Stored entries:

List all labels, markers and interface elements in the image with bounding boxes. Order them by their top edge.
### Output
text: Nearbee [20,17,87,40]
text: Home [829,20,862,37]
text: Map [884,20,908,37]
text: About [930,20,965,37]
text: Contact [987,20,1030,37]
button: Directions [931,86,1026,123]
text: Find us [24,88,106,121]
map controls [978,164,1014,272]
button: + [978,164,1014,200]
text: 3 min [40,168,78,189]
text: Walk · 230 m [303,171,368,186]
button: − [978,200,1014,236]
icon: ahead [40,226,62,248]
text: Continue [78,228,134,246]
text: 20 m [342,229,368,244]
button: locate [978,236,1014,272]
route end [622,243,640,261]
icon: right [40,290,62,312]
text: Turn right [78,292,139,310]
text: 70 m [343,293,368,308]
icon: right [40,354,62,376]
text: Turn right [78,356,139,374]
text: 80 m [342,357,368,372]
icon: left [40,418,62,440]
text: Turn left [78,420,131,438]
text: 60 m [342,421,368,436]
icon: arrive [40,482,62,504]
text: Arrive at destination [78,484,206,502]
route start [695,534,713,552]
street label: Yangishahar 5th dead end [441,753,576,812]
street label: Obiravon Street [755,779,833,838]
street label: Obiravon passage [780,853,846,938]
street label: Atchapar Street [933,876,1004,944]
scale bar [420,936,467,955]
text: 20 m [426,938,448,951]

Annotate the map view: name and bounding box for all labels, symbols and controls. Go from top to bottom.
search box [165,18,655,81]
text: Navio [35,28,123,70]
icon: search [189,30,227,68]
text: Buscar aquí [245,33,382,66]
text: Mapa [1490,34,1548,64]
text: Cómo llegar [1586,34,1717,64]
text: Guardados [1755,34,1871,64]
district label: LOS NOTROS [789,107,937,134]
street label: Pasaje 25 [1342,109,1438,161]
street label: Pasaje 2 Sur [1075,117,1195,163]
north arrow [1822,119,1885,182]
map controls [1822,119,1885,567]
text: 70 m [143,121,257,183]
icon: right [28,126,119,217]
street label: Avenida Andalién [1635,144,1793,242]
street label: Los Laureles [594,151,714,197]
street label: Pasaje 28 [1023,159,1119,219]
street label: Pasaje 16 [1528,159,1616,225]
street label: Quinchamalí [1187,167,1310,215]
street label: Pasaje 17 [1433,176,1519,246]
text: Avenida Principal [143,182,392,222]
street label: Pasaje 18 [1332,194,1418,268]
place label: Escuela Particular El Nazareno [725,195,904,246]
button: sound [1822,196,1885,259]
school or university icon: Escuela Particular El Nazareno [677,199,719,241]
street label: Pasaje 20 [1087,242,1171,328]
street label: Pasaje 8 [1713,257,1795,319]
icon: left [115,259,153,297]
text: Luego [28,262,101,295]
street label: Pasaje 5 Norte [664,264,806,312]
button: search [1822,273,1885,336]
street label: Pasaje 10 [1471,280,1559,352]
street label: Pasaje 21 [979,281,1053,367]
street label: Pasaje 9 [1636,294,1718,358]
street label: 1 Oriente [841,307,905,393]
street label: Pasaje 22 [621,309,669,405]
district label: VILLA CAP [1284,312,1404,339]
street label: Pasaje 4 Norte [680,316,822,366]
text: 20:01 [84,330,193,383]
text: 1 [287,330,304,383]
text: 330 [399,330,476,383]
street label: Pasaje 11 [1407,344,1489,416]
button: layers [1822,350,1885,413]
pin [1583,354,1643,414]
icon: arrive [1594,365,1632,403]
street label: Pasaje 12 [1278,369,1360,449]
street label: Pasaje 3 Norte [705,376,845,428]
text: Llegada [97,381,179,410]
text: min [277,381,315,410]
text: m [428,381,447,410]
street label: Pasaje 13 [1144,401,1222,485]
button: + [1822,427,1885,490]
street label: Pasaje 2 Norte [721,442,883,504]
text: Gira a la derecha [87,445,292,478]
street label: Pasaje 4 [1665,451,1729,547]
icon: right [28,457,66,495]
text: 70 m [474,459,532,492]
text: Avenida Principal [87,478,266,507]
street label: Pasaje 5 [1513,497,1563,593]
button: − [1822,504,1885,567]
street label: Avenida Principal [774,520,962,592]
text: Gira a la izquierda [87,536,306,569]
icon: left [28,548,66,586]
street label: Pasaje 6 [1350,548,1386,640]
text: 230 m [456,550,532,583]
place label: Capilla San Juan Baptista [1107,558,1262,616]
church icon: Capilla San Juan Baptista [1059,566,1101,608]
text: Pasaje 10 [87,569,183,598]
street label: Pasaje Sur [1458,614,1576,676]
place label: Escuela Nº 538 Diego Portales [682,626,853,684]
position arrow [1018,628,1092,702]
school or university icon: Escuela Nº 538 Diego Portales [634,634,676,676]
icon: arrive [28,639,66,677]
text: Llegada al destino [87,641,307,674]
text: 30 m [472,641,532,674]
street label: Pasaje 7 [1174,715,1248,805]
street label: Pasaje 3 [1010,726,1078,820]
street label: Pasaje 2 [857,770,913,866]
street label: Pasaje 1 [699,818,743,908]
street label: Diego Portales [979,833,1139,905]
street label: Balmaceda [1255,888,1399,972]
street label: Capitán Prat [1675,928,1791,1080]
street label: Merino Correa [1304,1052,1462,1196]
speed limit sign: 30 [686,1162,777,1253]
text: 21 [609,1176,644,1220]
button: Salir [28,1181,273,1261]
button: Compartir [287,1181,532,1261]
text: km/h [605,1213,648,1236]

- [Problem details]:
Nothing in the entries may be left out; each line is to be output exactly.

- [Task result]:
List all labels, markers and interface elements in the image with bounding boxes. Order them by their top edge.
### Output
text: Nearbee [20,17,87,40]
text: Home [829,20,862,37]
text: Map [884,20,908,37]
text: About [930,20,965,37]
text: Contact [987,20,1030,37]
button: Directions [931,86,1026,123]
text: Find us [24,88,106,121]
map controls [978,164,1014,272]
button: + [978,164,1014,200]
text: 3 min [40,168,78,189]
text: Walk · 230 m [303,171,368,186]
button: − [978,200,1014,236]
icon: ahead [40,226,62,248]
text: Continue [78,228,134,246]
text: 20 m [342,229,368,244]
button: locate [978,236,1014,272]
route end [622,243,640,261]
icon: right [40,290,62,312]
text: Turn right [78,292,139,310]
text: 70 m [343,293,368,308]
icon: right [40,354,62,376]
text: Turn right [78,356,139,374]
text: 80 m [342,357,368,372]
icon: left [40,418,62,440]
text: Turn left [78,420,131,438]
text: 60 m [342,421,368,436]
icon: arrive [40,482,62,504]
text: Arrive at destination [78,484,206,502]
route start [695,534,713,552]
street label: Yangishahar 5th dead end [441,753,576,812]
street label: Obiravon Street [755,779,833,838]
street label: Obiravon passage [780,853,846,938]
street label: Atchapar Street [933,876,1004,944]
scale bar [420,936,467,955]
text: 20 m [426,938,448,951]

Annotate the map view: name and bounding box for all labels, symbols and controls. Go from top to bottom.
search box [165,18,655,81]
text: Navio [35,28,123,70]
icon: search [189,30,227,68]
text: Buscar aquí [245,33,382,66]
text: Mapa [1490,34,1548,64]
text: Cómo llegar [1586,34,1717,64]
text: Guardados [1755,34,1871,64]
district label: LOS NOTROS [789,107,937,134]
street label: Pasaje 25 [1342,109,1438,161]
street label: Pasaje 2 Sur [1075,117,1195,163]
north arrow [1822,119,1885,182]
map controls [1822,119,1885,567]
text: 70 m [143,121,257,183]
icon: right [28,126,119,217]
street label: Avenida Andalién [1635,144,1793,242]
street label: Los Laureles [594,151,714,197]
street label: Pasaje 28 [1023,159,1119,219]
street label: Pasaje 16 [1528,159,1616,225]
street label: Quinchamalí [1187,167,1310,215]
street label: Pasaje 17 [1433,176,1519,246]
text: Avenida Principal [143,182,392,222]
street label: Pasaje 18 [1332,194,1418,268]
place label: Escuela Particular El Nazareno [725,195,904,246]
button: sound [1822,196,1885,259]
school or university icon: Escuela Particular El Nazareno [677,199,719,241]
street label: Pasaje 20 [1087,242,1171,328]
street label: Pasaje 8 [1713,257,1795,319]
icon: left [115,259,153,297]
text: Luego [28,262,101,295]
street label: Pasaje 5 Norte [664,264,806,312]
button: search [1822,273,1885,336]
street label: Pasaje 10 [1471,280,1559,352]
street label: Pasaje 21 [979,281,1053,367]
street label: Pasaje 9 [1636,294,1718,358]
street label: 1 Oriente [841,307,905,393]
street label: Pasaje 22 [621,309,669,405]
district label: VILLA CAP [1284,312,1404,339]
street label: Pasaje 4 Norte [680,316,822,366]
text: 20:01 [84,330,193,383]
text: 1 [287,330,304,383]
text: 330 [399,330,476,383]
street label: Pasaje 11 [1407,344,1489,416]
button: layers [1822,350,1885,413]
pin [1583,354,1643,414]
icon: arrive [1594,365,1632,403]
street label: Pasaje 12 [1278,369,1360,449]
street label: Pasaje 3 Norte [705,376,845,428]
text: Llegada [97,381,179,410]
text: min [277,381,315,410]
text: m [428,381,447,410]
street label: Pasaje 13 [1144,401,1222,485]
button: + [1822,427,1885,490]
street label: Pasaje 2 Norte [721,442,883,504]
text: Gira a la derecha [87,445,292,478]
street label: Pasaje 4 [1665,451,1729,547]
icon: right [28,457,66,495]
text: 70 m [474,459,532,492]
text: Avenida Principal [87,478,266,507]
street label: Pasaje 5 [1513,497,1563,593]
button: − [1822,504,1885,567]
street label: Avenida Principal [774,520,962,592]
text: Gira a la izquierda [87,536,306,569]
icon: left [28,548,66,586]
street label: Pasaje 6 [1350,548,1386,640]
text: 230 m [456,550,532,583]
place label: Capilla San Juan Baptista [1107,558,1262,616]
church icon: Capilla San Juan Baptista [1059,566,1101,608]
text: Pasaje 10 [87,569,183,598]
street label: Pasaje Sur [1458,614,1576,676]
place label: Escuela Nº 538 Diego Portales [682,626,853,684]
position arrow [1018,628,1092,702]
school or university icon: Escuela Nº 538 Diego Portales [634,634,676,676]
icon: arrive [28,639,66,677]
text: Llegada al destino [87,641,307,674]
text: 30 m [472,641,532,674]
street label: Pasaje 7 [1174,715,1248,805]
street label: Pasaje 3 [1010,726,1078,820]
street label: Pasaje 2 [857,770,913,866]
street label: Pasaje 1 [699,818,743,908]
street label: Diego Portales [979,833,1139,905]
street label: Balmaceda [1255,888,1399,972]
street label: Capitán Prat [1675,928,1791,1080]
street label: Merino Correa [1304,1052,1462,1196]
speed limit sign: 30 [686,1162,777,1253]
text: 21 [609,1176,644,1220]
button: Salir [28,1181,273,1261]
button: Compartir [287,1181,532,1261]
text: km/h [605,1213,648,1236]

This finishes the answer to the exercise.